Con el pecado y sin el género

Con ocasión de la Cumbre de las Américas realizada en Cartagena, se ha vuelto a poner de presente el tema de la legalización de las drogas, la que es considerada por algunos como la única alternativa viable para enfrentar tan grave problemática tras el supuesto fracaso de la ‘guerra contra las drogas’. Al respecto, el presidente Santos dijo que esa lucha ha sido como pedalear en una bicicleta estática, o sea que, a su parecer, estamos en el mismo sitio donde empezamos.

Sin embargo, contemporizar siempre ha sido una solución cobarde a cualquier problema. Dar el brazo a torcer conlleva cierto cinismo que está bien tipificado en esa frase que dice “si no puedes con tu enemigo, únete a él”. Por esa vía, llegará el momento también de proponer la legalización del atraco, el homicidio, la corrupción, la violación y cualquier otro delito que la sociedad no pueda combatir de forma definitiva porque, por cierto, creer que el combate a las drogas no ha ayudado en nada es una grave imprecisión. ¿Dónde estaríamos en medio de la permisión total?
La tesis de los partidarios de la legalización de las drogas -o cualquier solución intermedia, como la descriminalización- consiste en que el problema no puede mirarse como un asunto de moral sino como un problema de salud pública o, en otras palabras, en reconocer que el adicto no es un criminal sino un enfermo. Hasta ahí no hay mayores discrepancias y es lo que se argumenta en el acto legislativo de 2009 que prohibió el porte de la dosis personal pero sin judicializar al adicto.

La discrepancia está en otra parte. Quienes aducen que la guerra antidrogas fracasó manifiestan que el verdadero y único problema es la violencia generada por las mafias del narcotráfico, organizaciones poderosas que cuentan con enormes recursos para imponerse por la fuerza -haciendo correr ríos de sangre- y para corromper a las instituciones, tanto del orden estatal como del orden social. Y como combatir a esos criminales es una labor ardua y dolorosa, creen que lo mejor es recurrir a la solución mágica de la legalización, creyendo que al perderse las fabulosas ganancias se acabarán las mafias y, por ende, la violencia, añadiendo al argumento que la facilidad para adquirir las sustancias -antes prohibidas- no disparará el consumo por una suerte de autorregulación espontánea.

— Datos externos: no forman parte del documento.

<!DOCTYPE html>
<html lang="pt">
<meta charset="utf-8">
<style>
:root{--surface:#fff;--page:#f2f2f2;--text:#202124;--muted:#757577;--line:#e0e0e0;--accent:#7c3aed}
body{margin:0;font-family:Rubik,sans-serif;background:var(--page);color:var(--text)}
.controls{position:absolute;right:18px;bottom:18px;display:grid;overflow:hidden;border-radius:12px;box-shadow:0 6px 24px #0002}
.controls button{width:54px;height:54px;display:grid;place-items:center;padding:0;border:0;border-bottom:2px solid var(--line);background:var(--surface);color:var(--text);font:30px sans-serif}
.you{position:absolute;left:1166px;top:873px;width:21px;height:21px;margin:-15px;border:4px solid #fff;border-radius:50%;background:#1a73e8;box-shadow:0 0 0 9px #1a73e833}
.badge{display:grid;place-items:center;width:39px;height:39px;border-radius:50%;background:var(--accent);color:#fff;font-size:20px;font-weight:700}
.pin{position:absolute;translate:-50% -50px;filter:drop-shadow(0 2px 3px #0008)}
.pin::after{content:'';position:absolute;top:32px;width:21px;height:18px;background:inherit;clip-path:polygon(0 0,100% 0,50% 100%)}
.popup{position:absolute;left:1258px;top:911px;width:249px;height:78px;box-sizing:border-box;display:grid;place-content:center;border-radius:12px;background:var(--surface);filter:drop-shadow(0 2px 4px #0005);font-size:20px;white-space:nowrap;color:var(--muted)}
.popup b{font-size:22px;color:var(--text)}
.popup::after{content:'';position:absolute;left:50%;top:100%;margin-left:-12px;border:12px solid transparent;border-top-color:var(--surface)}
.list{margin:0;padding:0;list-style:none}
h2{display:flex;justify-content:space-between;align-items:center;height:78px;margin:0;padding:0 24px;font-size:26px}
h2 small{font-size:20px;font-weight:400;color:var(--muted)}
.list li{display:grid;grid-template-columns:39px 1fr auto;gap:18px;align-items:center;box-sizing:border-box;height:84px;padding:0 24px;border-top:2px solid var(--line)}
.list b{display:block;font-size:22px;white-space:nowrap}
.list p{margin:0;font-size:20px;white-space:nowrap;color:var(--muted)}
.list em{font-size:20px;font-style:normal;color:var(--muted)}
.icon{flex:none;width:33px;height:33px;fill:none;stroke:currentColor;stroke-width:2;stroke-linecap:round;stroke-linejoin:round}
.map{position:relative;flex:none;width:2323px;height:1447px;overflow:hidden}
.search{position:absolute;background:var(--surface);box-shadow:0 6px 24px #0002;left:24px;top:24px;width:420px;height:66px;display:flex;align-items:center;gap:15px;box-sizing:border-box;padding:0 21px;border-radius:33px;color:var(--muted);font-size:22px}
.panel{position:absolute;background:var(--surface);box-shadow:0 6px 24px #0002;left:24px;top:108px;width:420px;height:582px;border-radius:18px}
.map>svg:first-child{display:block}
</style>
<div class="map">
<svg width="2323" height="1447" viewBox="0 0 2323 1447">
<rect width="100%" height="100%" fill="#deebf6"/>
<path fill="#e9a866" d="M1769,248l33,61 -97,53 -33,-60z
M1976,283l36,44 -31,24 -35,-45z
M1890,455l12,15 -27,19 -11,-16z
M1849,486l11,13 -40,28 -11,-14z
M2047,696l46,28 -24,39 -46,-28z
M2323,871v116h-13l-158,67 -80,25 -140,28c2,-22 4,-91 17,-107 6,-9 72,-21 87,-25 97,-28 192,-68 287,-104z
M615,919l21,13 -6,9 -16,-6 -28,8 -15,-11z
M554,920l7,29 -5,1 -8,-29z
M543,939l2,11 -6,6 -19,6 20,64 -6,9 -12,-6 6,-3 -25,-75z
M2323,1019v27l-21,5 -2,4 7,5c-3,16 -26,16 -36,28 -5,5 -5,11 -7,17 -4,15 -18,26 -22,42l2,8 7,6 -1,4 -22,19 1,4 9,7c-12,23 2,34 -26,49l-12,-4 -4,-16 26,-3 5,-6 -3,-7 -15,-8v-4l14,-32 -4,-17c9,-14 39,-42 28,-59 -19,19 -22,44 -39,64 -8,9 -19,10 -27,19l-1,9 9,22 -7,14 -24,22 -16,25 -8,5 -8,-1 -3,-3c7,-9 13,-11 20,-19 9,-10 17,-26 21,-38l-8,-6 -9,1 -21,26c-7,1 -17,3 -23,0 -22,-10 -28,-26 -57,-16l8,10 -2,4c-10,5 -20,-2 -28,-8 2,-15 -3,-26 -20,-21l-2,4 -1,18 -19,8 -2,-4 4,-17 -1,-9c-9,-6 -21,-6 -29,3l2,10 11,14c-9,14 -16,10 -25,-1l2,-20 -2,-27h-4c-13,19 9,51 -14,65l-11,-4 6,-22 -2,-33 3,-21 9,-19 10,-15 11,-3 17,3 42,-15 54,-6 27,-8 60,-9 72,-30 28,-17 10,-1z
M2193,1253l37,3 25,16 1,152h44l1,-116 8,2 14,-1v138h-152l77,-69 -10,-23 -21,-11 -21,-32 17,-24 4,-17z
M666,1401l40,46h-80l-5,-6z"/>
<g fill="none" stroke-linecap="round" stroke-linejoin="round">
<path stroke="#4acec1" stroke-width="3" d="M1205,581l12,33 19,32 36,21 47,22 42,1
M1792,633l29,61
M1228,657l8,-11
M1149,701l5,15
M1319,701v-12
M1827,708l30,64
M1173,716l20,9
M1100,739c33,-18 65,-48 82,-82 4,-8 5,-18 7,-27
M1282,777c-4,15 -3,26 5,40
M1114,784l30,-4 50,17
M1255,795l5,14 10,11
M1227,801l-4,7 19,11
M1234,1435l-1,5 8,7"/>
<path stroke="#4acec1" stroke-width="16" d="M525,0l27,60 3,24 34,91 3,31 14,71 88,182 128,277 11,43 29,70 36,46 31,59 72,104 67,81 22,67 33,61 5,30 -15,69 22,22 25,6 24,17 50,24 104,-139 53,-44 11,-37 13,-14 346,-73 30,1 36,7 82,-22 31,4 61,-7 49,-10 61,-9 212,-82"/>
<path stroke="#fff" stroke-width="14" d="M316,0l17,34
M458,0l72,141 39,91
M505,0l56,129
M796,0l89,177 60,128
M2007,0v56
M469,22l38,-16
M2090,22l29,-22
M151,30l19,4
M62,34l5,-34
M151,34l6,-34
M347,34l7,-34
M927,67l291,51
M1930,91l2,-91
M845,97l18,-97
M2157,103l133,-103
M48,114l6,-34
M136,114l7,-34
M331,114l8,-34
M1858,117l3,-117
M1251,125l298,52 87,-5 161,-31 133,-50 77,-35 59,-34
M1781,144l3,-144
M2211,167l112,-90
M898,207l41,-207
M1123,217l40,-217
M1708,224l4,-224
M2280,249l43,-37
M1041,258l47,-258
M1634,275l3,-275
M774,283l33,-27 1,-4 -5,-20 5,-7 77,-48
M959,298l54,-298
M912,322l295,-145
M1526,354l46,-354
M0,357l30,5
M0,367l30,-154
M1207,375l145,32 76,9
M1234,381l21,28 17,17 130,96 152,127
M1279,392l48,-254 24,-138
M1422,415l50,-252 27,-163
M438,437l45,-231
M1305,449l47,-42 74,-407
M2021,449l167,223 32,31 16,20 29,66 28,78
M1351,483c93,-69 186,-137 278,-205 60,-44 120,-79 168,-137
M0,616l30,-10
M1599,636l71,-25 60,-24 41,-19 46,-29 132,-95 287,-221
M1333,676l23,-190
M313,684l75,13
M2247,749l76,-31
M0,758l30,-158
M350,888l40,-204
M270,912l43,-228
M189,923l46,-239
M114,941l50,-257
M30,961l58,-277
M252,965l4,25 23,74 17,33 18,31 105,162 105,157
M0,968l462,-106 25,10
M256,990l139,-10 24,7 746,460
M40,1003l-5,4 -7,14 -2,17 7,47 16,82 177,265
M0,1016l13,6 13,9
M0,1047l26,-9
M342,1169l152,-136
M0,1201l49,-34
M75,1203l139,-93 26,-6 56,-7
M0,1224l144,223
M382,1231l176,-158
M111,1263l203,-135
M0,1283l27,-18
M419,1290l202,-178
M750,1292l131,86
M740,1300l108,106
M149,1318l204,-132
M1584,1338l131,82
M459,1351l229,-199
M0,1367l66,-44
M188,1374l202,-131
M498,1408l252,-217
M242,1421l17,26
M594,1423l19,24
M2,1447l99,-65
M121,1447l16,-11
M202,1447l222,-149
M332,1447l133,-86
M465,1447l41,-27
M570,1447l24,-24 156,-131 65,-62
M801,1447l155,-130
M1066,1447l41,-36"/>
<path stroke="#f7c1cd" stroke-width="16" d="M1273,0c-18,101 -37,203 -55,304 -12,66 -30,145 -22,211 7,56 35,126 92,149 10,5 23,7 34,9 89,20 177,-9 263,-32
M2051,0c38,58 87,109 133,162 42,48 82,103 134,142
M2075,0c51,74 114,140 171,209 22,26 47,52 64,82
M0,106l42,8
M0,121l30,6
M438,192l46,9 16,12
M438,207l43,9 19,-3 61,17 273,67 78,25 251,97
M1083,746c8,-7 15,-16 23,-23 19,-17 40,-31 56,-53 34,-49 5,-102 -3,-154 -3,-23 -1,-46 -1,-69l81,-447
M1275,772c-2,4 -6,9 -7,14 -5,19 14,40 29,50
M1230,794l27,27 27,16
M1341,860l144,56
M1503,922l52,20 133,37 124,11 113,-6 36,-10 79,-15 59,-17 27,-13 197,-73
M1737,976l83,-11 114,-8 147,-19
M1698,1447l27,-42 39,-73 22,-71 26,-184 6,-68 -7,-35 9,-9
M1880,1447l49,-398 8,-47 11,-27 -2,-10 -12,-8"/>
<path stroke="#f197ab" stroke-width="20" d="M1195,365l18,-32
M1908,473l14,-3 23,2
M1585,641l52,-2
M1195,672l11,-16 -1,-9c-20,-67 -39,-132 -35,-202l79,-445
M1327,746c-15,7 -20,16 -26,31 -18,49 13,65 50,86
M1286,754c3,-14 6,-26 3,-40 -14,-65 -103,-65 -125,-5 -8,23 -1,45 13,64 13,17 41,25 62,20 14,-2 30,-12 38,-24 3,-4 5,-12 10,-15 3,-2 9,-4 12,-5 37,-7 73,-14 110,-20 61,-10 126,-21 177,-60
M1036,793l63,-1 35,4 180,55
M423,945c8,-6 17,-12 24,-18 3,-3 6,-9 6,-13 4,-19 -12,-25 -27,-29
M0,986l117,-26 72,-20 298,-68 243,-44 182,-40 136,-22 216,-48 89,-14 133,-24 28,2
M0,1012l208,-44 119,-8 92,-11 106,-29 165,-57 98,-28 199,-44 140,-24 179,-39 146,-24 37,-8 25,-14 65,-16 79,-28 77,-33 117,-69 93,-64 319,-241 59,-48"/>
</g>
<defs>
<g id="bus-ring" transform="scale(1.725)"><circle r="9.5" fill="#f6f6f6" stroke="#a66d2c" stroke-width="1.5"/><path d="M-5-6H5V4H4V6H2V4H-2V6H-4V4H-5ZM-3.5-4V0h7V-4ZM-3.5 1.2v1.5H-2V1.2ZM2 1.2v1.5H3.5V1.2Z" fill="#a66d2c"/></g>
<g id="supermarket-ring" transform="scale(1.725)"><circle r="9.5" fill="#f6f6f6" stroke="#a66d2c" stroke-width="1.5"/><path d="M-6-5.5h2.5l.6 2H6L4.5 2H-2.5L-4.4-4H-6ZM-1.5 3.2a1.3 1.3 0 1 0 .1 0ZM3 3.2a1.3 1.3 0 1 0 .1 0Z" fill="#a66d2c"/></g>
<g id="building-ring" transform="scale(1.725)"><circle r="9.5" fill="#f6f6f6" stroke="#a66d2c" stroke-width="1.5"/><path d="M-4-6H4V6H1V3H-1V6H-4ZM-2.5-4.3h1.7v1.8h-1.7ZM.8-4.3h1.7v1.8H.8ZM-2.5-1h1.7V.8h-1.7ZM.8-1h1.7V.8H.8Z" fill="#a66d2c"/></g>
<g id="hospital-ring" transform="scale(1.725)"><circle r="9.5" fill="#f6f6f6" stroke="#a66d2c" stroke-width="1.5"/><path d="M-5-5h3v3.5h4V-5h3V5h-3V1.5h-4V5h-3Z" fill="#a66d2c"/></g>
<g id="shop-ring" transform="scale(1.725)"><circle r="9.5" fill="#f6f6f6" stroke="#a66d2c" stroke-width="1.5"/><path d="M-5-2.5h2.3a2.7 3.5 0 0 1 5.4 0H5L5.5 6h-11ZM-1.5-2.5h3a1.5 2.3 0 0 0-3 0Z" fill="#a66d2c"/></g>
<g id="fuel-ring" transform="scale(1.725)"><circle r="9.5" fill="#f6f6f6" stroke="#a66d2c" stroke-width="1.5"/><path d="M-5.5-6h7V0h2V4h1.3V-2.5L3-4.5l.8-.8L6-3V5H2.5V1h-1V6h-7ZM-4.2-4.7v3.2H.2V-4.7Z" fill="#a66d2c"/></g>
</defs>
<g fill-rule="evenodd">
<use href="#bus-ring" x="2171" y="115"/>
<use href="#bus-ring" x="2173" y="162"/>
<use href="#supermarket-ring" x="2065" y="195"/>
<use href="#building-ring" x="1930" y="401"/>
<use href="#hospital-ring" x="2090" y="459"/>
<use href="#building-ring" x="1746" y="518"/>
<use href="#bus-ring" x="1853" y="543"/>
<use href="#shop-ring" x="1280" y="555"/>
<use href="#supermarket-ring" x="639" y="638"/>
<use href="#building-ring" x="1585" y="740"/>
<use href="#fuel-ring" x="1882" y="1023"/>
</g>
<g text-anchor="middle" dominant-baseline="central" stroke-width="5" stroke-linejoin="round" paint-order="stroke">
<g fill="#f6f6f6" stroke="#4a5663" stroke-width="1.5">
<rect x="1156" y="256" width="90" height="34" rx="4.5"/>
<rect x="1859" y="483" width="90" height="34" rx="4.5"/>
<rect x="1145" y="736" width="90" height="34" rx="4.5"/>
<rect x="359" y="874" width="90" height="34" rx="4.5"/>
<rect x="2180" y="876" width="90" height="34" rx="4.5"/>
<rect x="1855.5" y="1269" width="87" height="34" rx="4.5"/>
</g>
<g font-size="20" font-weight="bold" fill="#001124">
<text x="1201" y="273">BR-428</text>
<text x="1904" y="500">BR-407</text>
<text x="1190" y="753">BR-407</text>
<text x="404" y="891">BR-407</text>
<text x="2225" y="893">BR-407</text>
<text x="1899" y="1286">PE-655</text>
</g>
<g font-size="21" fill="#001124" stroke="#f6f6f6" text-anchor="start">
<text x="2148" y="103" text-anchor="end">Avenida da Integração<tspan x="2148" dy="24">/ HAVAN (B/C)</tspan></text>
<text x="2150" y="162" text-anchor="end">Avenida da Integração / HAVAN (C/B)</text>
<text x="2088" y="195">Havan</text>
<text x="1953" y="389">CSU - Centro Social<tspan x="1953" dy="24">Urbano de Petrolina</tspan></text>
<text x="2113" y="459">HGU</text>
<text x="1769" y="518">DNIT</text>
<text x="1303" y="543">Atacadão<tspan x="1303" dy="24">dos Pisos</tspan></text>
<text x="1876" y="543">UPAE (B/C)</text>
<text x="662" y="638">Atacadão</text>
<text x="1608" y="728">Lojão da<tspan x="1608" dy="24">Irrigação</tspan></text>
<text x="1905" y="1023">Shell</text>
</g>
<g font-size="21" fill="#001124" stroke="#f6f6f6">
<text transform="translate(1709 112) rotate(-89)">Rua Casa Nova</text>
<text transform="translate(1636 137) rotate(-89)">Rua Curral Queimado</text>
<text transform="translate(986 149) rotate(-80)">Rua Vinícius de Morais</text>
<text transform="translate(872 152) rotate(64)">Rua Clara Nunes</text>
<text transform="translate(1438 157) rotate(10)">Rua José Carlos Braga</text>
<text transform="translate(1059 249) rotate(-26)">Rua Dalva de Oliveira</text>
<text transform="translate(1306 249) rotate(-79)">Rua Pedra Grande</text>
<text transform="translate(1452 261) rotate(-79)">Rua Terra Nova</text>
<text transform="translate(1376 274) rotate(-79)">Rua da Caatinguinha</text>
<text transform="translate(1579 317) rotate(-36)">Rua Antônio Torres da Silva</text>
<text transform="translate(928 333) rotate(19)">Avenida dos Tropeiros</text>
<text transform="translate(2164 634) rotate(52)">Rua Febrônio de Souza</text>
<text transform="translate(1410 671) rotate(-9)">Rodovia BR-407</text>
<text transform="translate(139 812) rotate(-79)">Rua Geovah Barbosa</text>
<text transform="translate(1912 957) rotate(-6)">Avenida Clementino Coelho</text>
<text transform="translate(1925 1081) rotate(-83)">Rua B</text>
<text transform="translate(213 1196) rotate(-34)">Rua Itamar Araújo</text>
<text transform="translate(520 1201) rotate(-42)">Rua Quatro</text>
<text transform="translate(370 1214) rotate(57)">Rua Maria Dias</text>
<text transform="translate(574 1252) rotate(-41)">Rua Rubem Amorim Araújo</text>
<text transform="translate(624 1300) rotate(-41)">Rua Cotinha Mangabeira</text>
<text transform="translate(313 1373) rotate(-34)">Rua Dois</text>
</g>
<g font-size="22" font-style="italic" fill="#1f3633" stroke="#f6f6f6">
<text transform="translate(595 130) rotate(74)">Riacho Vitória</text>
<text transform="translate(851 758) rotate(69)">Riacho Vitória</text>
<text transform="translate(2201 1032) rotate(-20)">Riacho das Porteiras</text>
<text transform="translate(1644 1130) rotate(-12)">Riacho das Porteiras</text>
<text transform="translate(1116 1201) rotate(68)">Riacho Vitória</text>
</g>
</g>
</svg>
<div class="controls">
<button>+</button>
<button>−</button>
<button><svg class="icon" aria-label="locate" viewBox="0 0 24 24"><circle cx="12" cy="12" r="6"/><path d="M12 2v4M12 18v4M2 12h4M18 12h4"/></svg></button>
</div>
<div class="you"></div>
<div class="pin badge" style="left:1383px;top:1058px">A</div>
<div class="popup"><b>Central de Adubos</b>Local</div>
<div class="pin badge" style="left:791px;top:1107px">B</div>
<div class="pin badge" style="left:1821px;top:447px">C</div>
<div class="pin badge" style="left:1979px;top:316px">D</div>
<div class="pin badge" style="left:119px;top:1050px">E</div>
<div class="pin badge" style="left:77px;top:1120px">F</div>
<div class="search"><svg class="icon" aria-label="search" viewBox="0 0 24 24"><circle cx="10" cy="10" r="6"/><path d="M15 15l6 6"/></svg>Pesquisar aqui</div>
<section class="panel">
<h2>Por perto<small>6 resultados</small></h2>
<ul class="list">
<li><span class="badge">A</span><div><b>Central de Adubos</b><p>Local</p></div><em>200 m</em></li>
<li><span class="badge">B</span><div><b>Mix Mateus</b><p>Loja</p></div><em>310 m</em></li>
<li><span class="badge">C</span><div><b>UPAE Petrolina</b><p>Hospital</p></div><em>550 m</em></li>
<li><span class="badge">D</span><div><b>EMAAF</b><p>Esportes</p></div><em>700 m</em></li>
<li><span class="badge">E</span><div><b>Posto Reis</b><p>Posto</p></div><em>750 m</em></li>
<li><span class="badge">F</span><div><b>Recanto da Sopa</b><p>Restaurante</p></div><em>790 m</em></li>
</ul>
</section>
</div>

Sin duda, una hipótesis demasiado buena para ser verdad. Si bien es cierto que en Estados Unidos ocurrió algo similar cuando se levantó la prohibición del alcohol, los contextos son tan diferentes que es necesario concluir que esta teoría es tremendamente infantil. ¿Alguien cree que los peligrosos narcos van a mudarse a actividades legales -y, ante todo, pacíficas- cuando la ley de oferta y demanda les haga injustificables la producción, distribución y comercialización de esas sustancias? ¿O que, incluso, habrá quienes se plieguen a la legalidad, sometiéndose a la tramitomanía estatal y al pago de impuestos, para producir narcóticos como si se tratara de gaseosas?
Clara y contundentemente podemos afirmar que no. Si a los violentos se les arrebata el rentable negocio de las drogas, es obvio que ellos recurrirán a otras actividades ilegales que constituyan una fuente de recursos tan atractiva como el narcotráfico,  imponiéndose por los mismos medios violentos. De hecho, muchas organizaciones criminales ya han hecho ese tránsito, y combinan el negocio de los estupefacientes con la extorsión siciliana, la explotación minera, la prostitución, el juego, los micropréstamos, las armas, el contrabando, la contratación pública, etc. Todo lo cual podría agudizarse, de ser necesario, para compensar las pérdidas.

De manera que, aun sin tener en cuenta el sofisma de que el consumo no crece con la despenalización, y el hecho de que no será posible meter todas las drogas en el mismo saco, se puede concluir que esta es una solución engañosa que hará que nos quedemos con el pecado y sin el género.